TASK DETAILS: Go through the listing beneath and show each line containing the string "symbols".

MATERIAL SHOWN:
──────────────────────────────

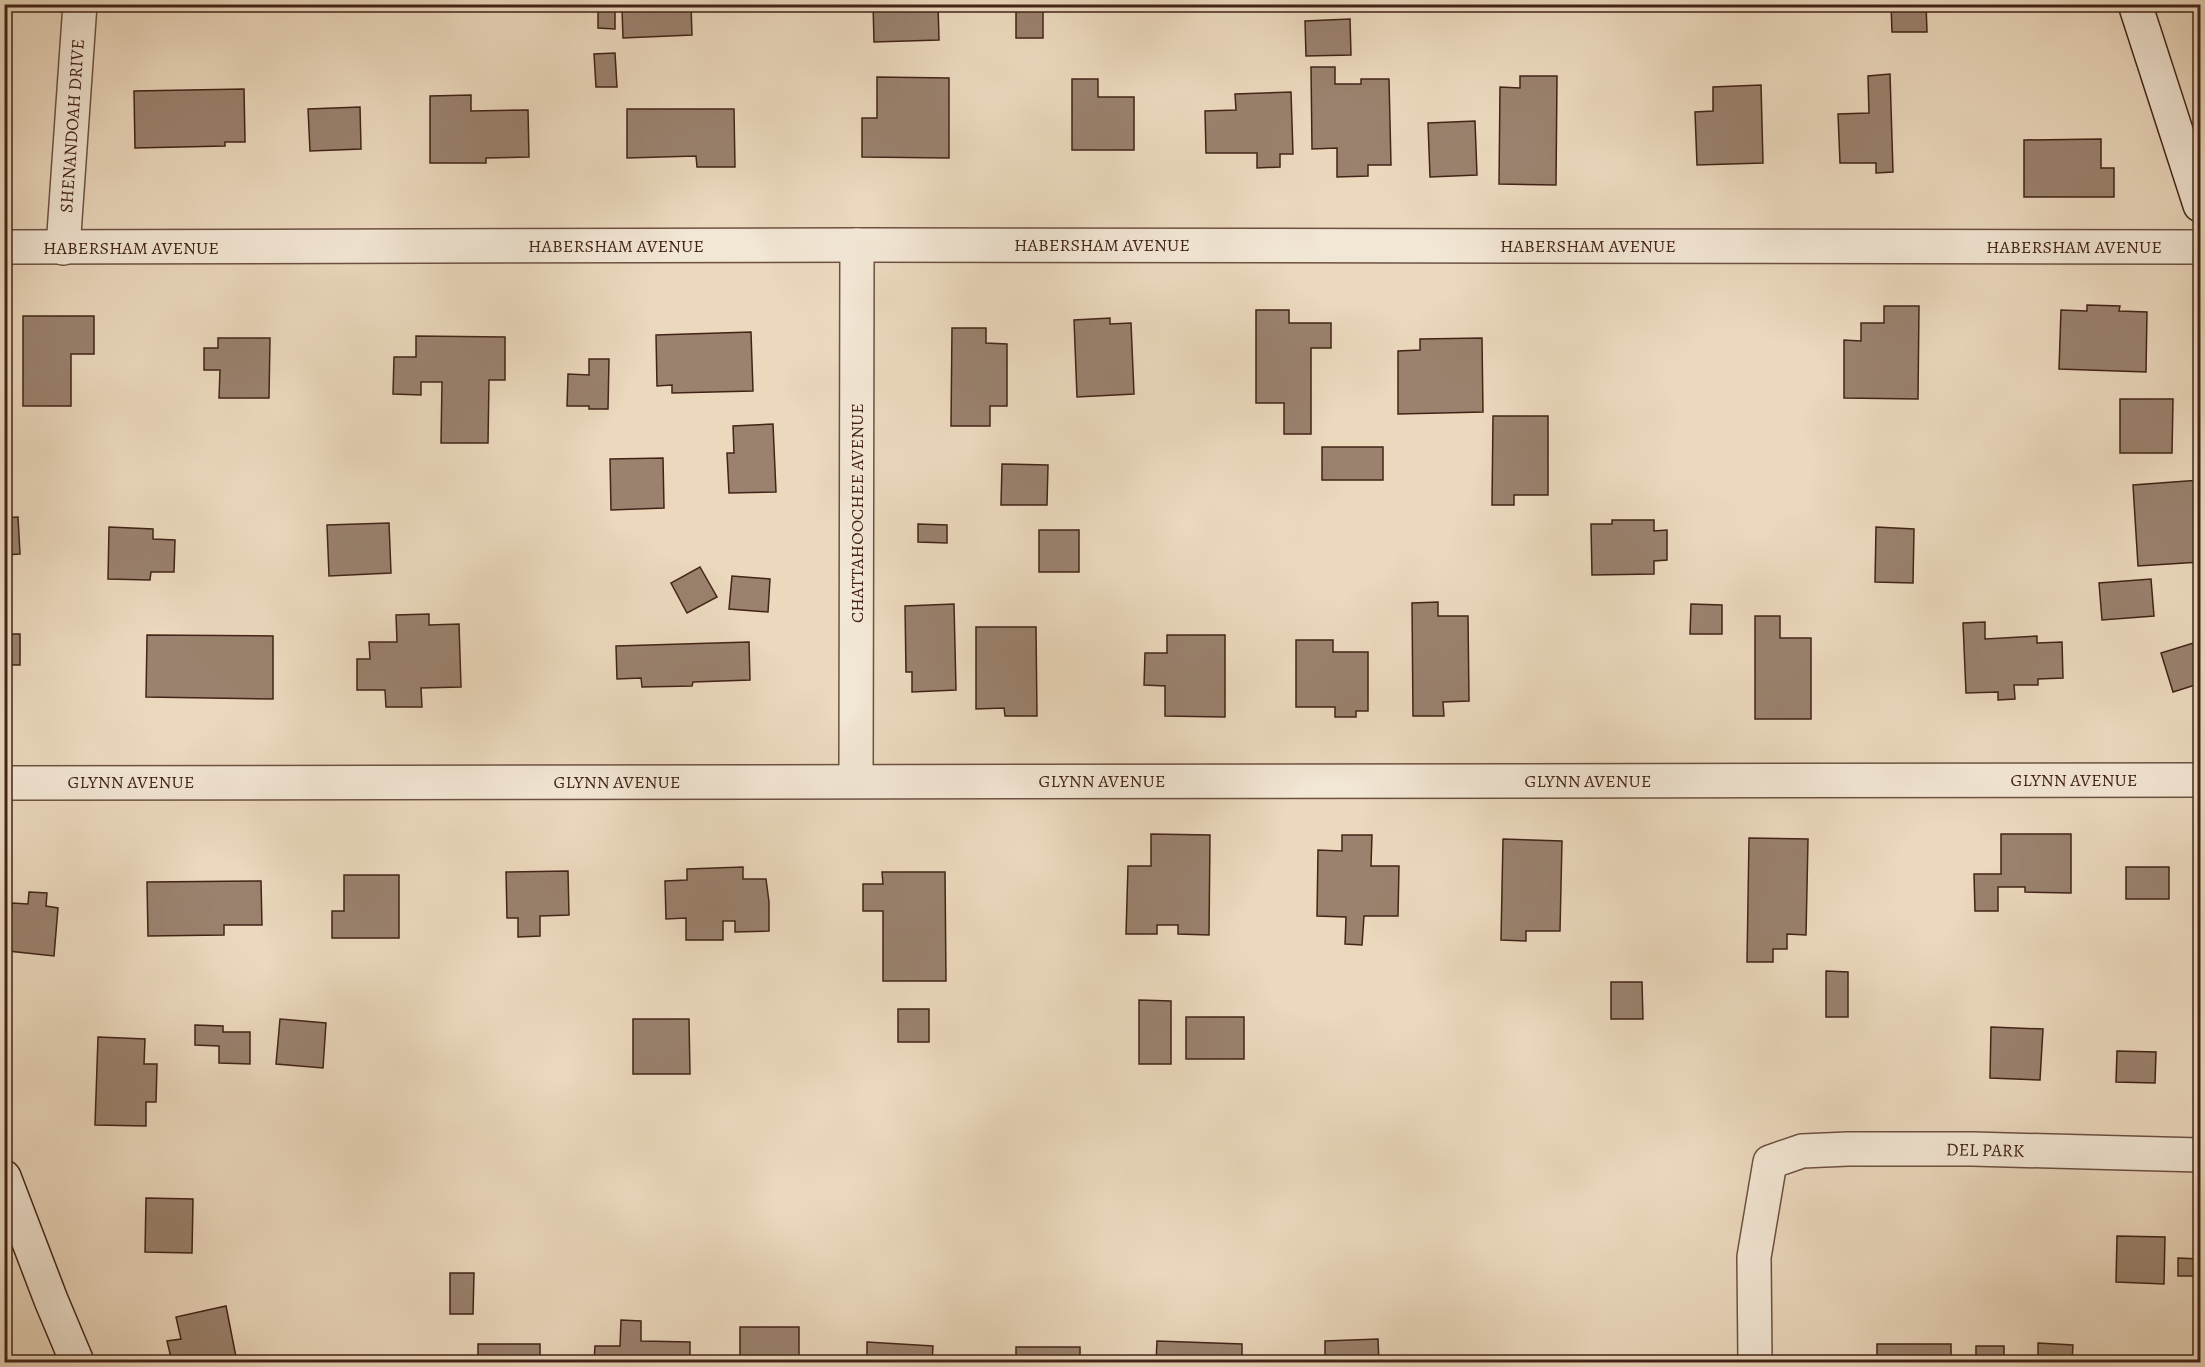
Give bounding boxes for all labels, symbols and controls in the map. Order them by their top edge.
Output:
street label: SHENANDOAH DRIVE [54,38,90,214]
street label: HABERSHAM AVENUE [1014,233,1190,257]
street label: HABERSHAM AVENUE [528,234,704,258]
street label: HABERSHAM AVENUE [1500,234,1676,258]
street label: HABERSHAM AVENUE [1986,235,2162,259]
street label: HABERSHAM AVENUE [43,236,219,260]
street label: CHATTAHOOCHEE AVENUE [845,403,869,623]
street label: GLYNN AVENUE [2011,768,2137,792]
street label: GLYNN AVENUE [1039,769,1165,793]
street label: GLYNN AVENUE [1525,769,1651,793]
street label: GLYNN AVENUE [68,770,194,794]
street label: GLYNN AVENUE [554,770,680,794]
street label: DEL PARK [1946,1137,2025,1163]

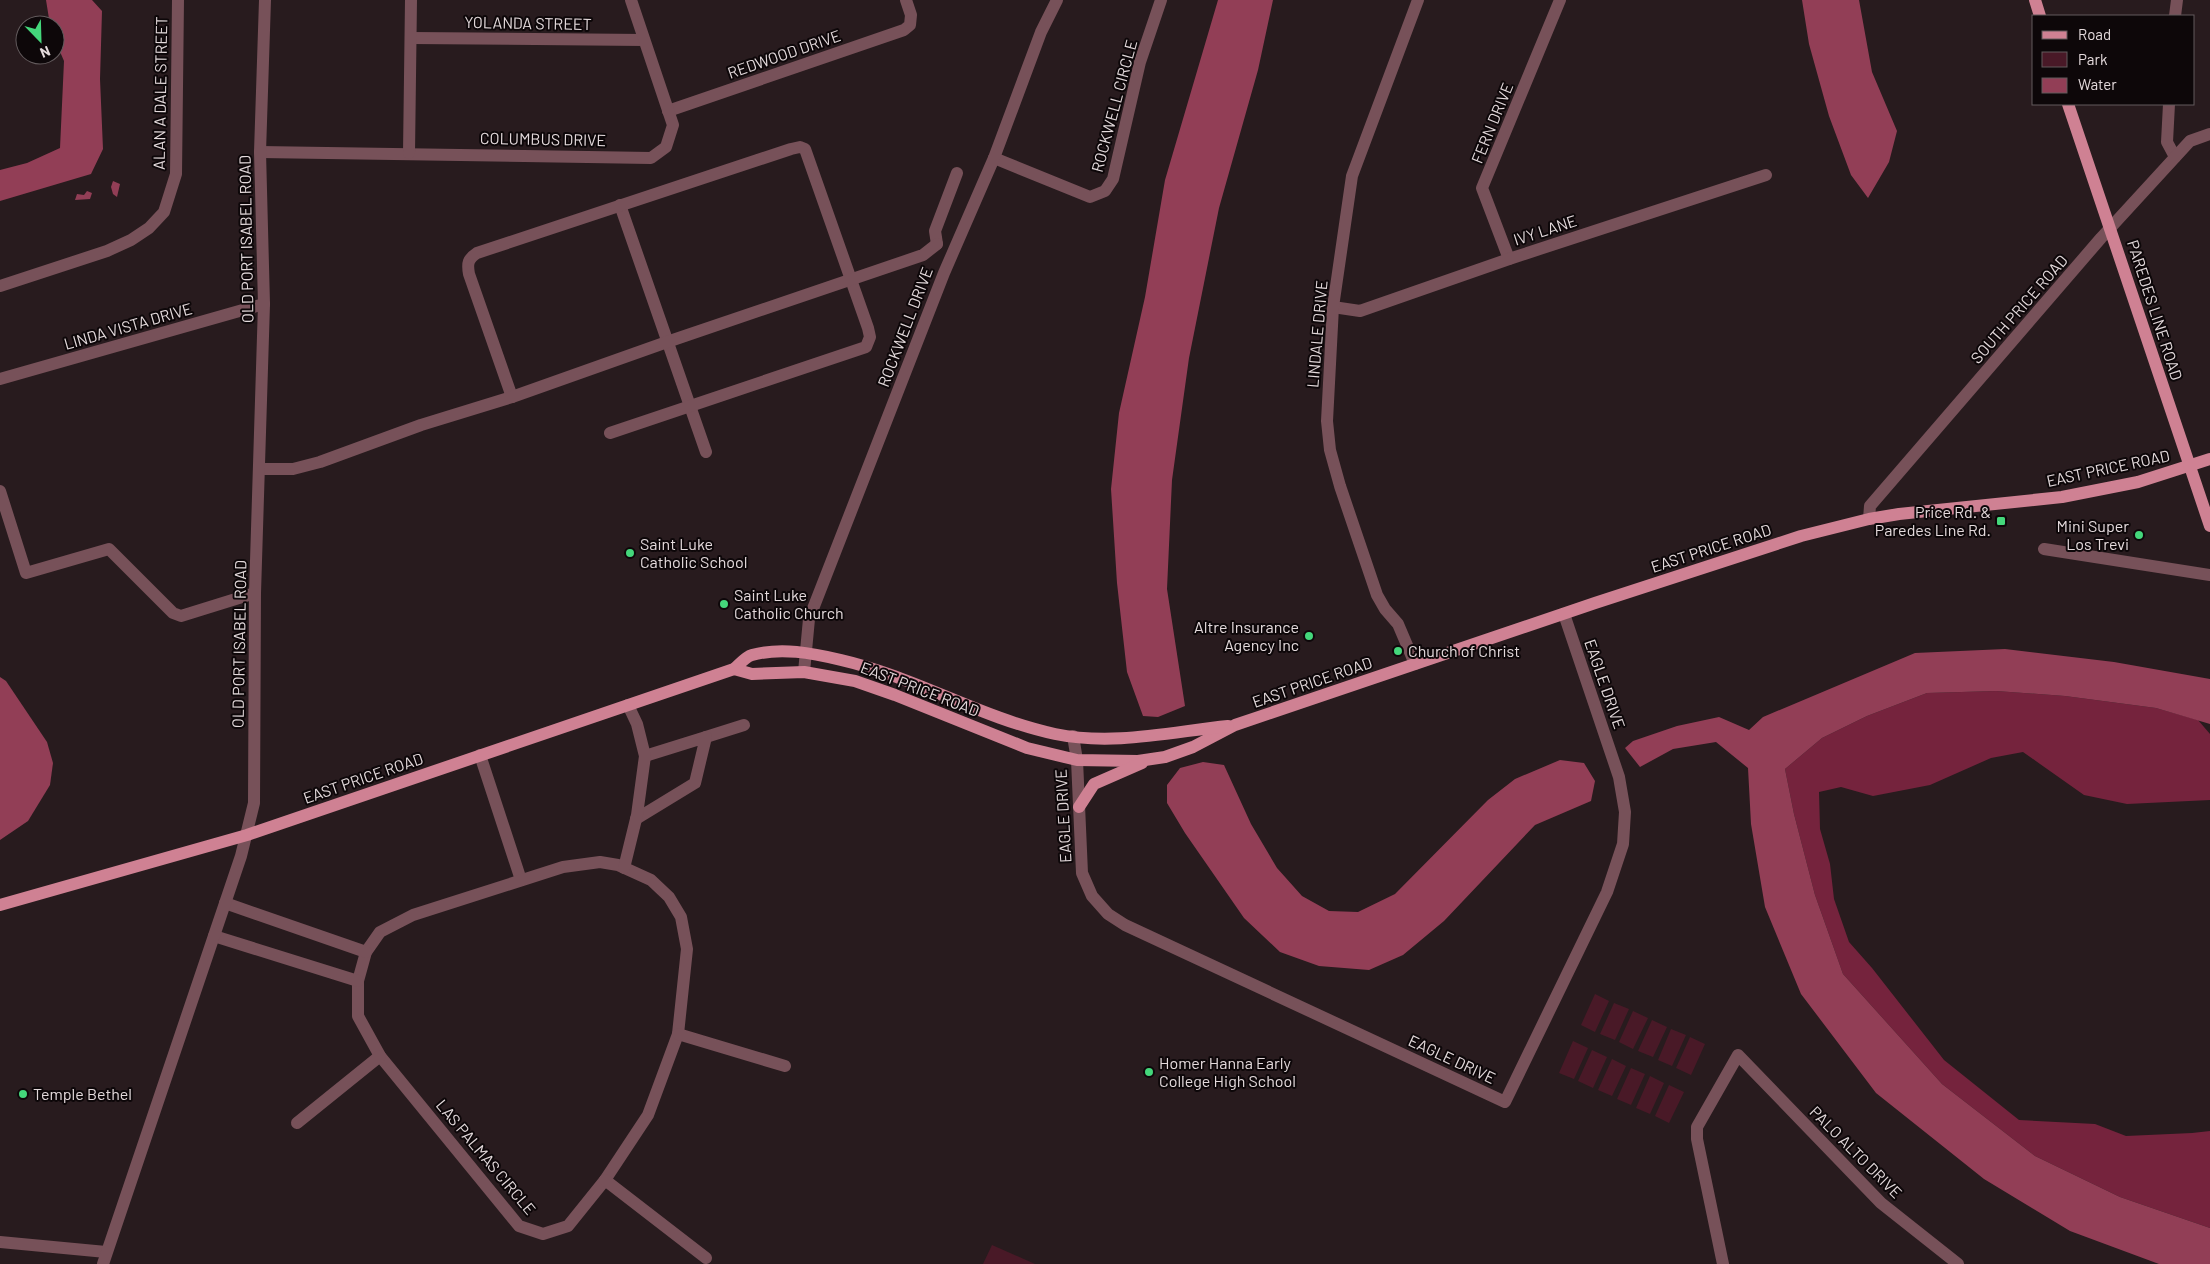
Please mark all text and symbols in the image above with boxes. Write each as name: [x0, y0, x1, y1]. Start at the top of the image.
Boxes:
street label: YOLANDA STREET: [464, 12, 592, 33]
north arrow: [15, 15, 65, 65]
legend: [2032, 15, 2195, 105]
street label: ALAN A DALE STREET: [149, 16, 170, 170]
street label: REDWOOD DRIVE: [725, 25, 843, 82]
text: Road: [2078, 25, 2111, 43]
street label: ROCKWELL CIRCLE: [1087, 38, 1140, 174]
text: N: [38, 43, 53, 62]
text: Park: [2078, 50, 2108, 68]
text: Water: [2078, 75, 2117, 93]
street label: FERN DRIVE: [1467, 80, 1516, 166]
street label: COLUMBUS DRIVE: [480, 128, 606, 149]
street label: OLD PORT ISABEL ROAD: [235, 155, 256, 323]
street label: IVY LANE: [1511, 210, 1579, 249]
street label: PAREDES LINE ROAD: [2124, 237, 2187, 382]
street label: SOUTH PRICE ROAD: [1966, 250, 2071, 367]
street label: ROCKWELL DRIVE: [873, 264, 936, 389]
street label: LINDALE DRIVE: [1302, 279, 1331, 388]
street label: LINDA VISTA DRIVE: [61, 298, 194, 353]
street label: EAST PRICE ROAD: [2045, 445, 2171, 490]
place label: Price Rd. & Paredes Line Rd.: [1875, 502, 1991, 539]
marker: Price Rd. & Paredes Line Rd.: [1995, 515, 2007, 527]
place label: Mini Super Los Trevi: [2057, 516, 2129, 553]
street label: EAST PRICE ROAD: [1648, 519, 1773, 576]
marker: Mini Super Los Trevi: [2133, 529, 2145, 541]
place label: Saint Luke Catholic School: [640, 534, 747, 571]
marker: Saint Luke Catholic School: [624, 547, 636, 559]
street label: OLD PORT ISABEL ROAD: [228, 560, 249, 728]
place label: Saint Luke Catholic Church: [734, 585, 844, 622]
marker: Saint Luke Catholic Church: [718, 598, 730, 610]
place label: Altre Insurance Agency Inc: [1194, 617, 1299, 654]
marker: Altre Insurance Agency Inc: [1303, 630, 1315, 642]
street label: EAGLE DRIVE: [1581, 636, 1630, 731]
place label: Church of Christ: [1408, 641, 1520, 660]
marker: Church of Christ: [1392, 645, 1404, 657]
street label: EAST PRICE ROAD: [1249, 652, 1374, 711]
street label: EAST PRICE ROAD: [858, 657, 982, 720]
street label: EAST PRICE ROAD: [300, 748, 425, 807]
street label: EAGLE DRIVE: [1051, 769, 1074, 863]
street label: EAGLE DRIVE: [1406, 1030, 1499, 1087]
place label: Homer Hanna Early College High School: [1159, 1053, 1296, 1090]
marker: Homer Hanna Early College High School: [1143, 1066, 1155, 1078]
place label: Temple Bethel: [33, 1084, 132, 1103]
marker: Temple Bethel: [17, 1088, 29, 1100]
street label: LAS PALMAS CIRCLE: [433, 1095, 540, 1218]
street label: PALO ALTO DRIVE: [1806, 1102, 1906, 1202]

──────────────────────────────

ANSWER SPACE:
Give bounding boxes for all labels, symbols and controls in the map. Order them by their top edge.
Please mark all text and symbols in the image above with boxes. Write each as name: [x0, y0, x1, y1]. Start at the top of the image.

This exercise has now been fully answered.